Hasbro are a well-known toy manufacturing firm. The company was founded by Henry and Helal Hassenfeld in 1923. Initially, the company dealt in textiles in a place called Hasbrouck Heights in New Jersey. But soon enough, the firm developed and began to expand into the manufacturing of pencil cases and other items for school children.

By the 1940s, the company had begun to produce toys. The first on the market was a doctor and nurse kit. But the first real success story was Mr. Potato Head, a toy we’re still familiar with to this day. Mr. Potato head came onto the market in 1952 after the Hassenfeld brothers bought the idea from George Lerner. Their next successful toy was G.I. Joe, one of the first male action figures. This was particularly significant in toy history, marketed because most little boys didn’t want to play with dolls. In 1968, the company officially changed its name to Hasbro Industries, re-branding itself on TV commercials with the phrase ‘Boy Oh Boy! It’s a Hasbro Toy!’
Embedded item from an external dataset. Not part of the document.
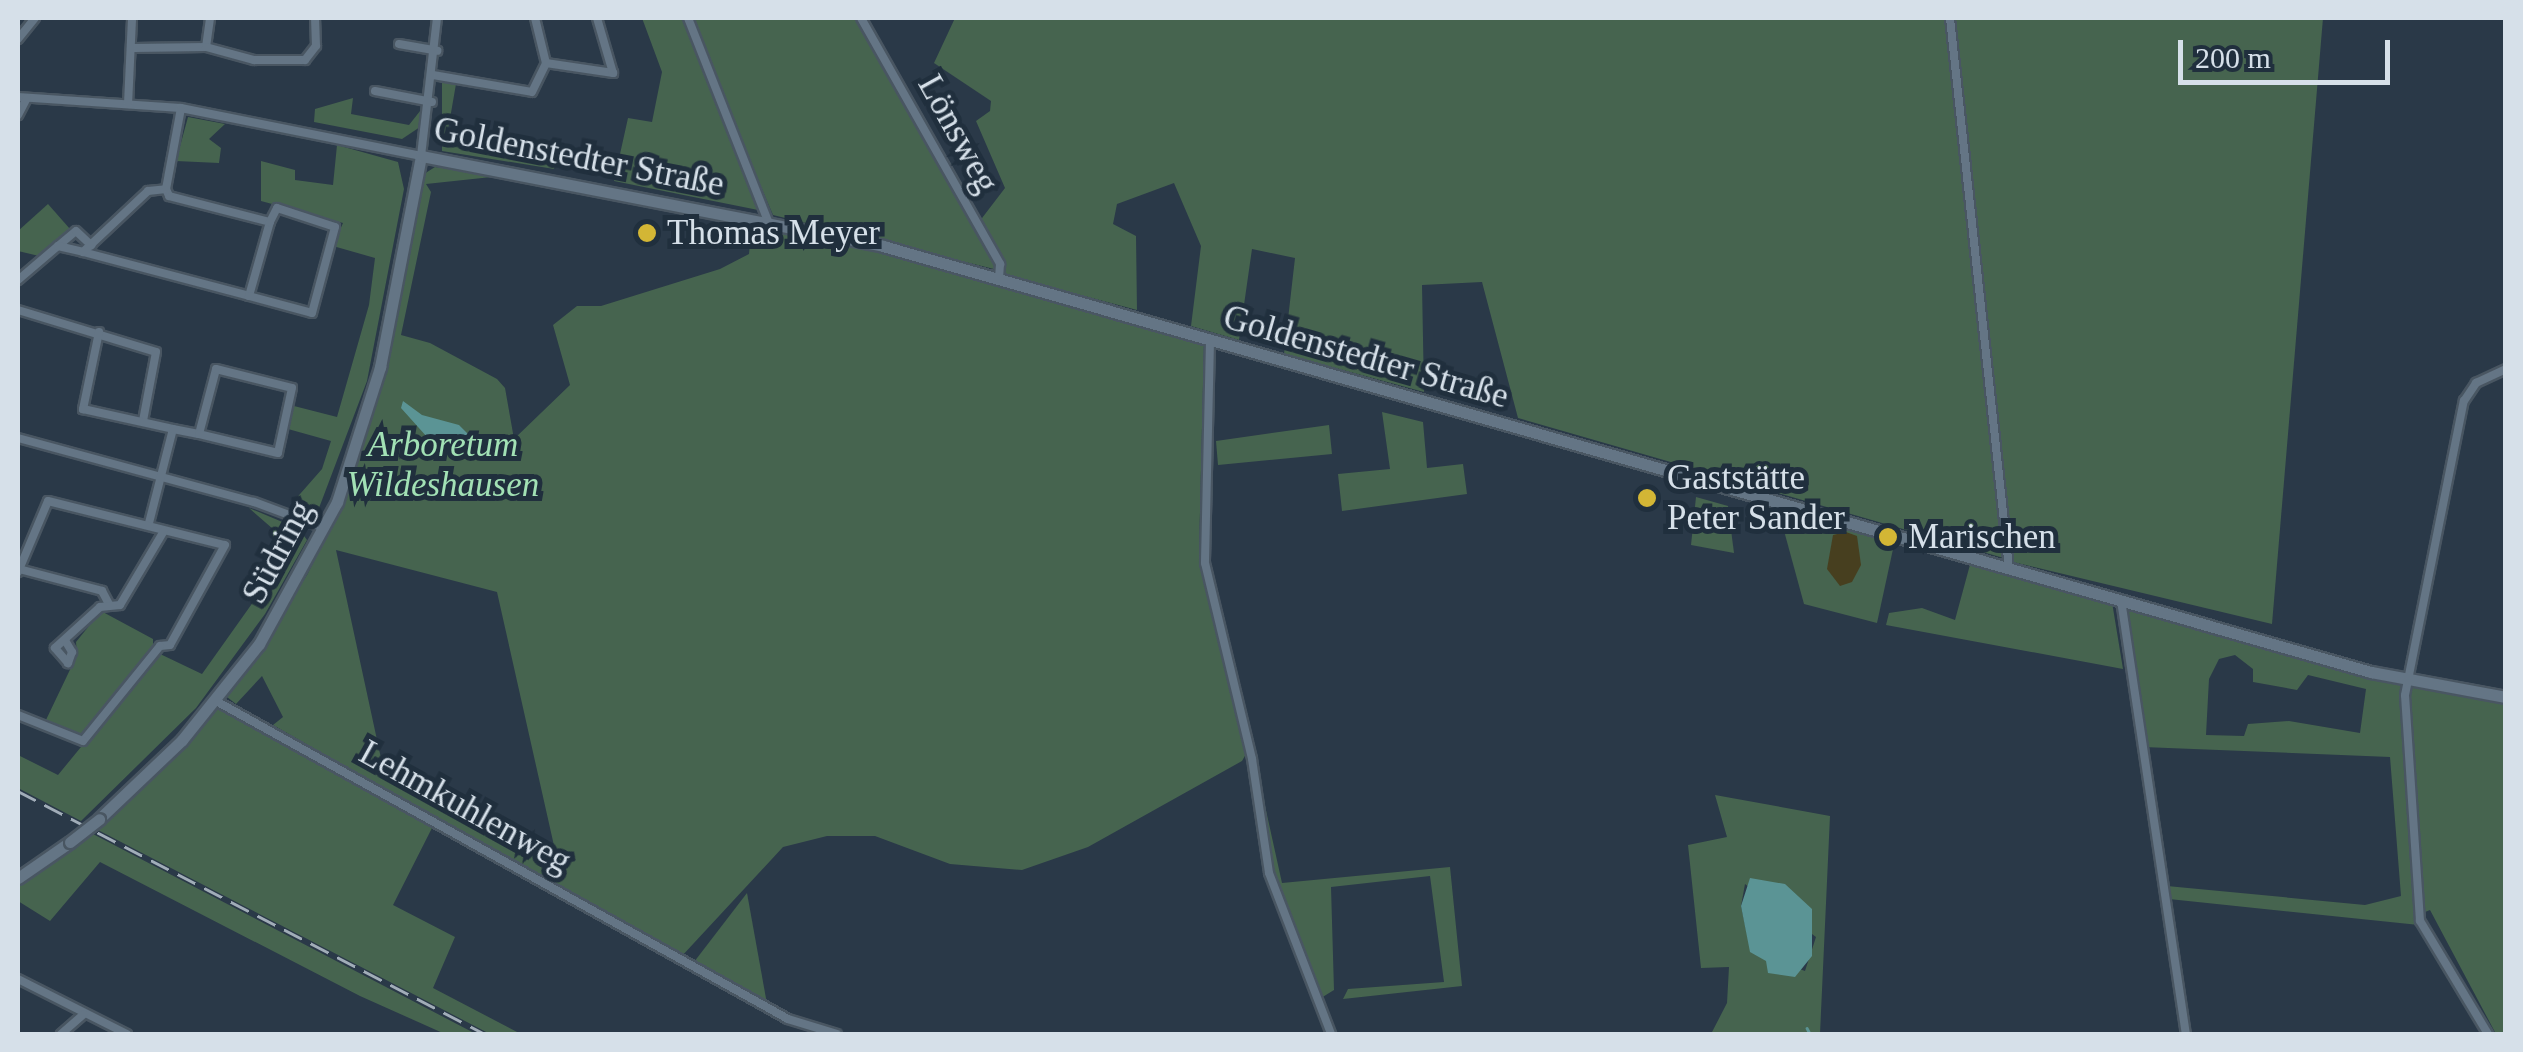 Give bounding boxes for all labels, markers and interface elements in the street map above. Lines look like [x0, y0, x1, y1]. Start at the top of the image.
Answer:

Hasbro continued to make and supply toys. The next huge success for the company was in 1982, when My Little Pony came onto the market, which was enormously popular with little girls across the globe, and continues to sell well to this day. Hasbro also bought the Milton Bradley Company in the 80s, meaning they acquired some already popular board games such as Twister, Yahtzee, and The Game of Life. The 80s were enormously profitable for Hasbro, and in 1984 the continued the profit making with the release of the Transformers figures. In 1991, Hasbro also bought out Parker Brothers, meaning they acquired one of the most popular games of all time, Monopoly.

Although they are a massively wealthy company, Hasbro continue to make its products in poorer countries where labourers are paid minimal salaries. Most of the manufacturing of Hasbro’s toys takes place in China. There have been investigations into the treatment of their workers, notably in 2007, when it was discovered that underage children were working in the factories. Further investigations found violations of employment forces, including compulsory overtime, abuse, and in some cases sexual harassment. Although Hasbro issued a statement ensuring their customers that they would take action, the factories were actually owned by third parties, so they had no real control over what happened there.

Other factories include one in Ireland and one in Massachusetts, but due to the amount of money they were saving at the Chinese factories, job cuts were rife. In 2006, the Irish factory laid off almost a third of its workers.

These days, Hasbro is one of the biggest manufacturers of board games because of its takeover bids of Waddingtons, Parker Brothers, Avalon hill, and Wizards of the Coast. All of these takeovers have happened since the eighties, and now Hasbro is a multimillion dollar corporation with success all over the world.

Other toys that are not in the board game category produced by Hasbro include the Easy-Bake Oven, Lite-Bright, Play-Doh, and Spirograph.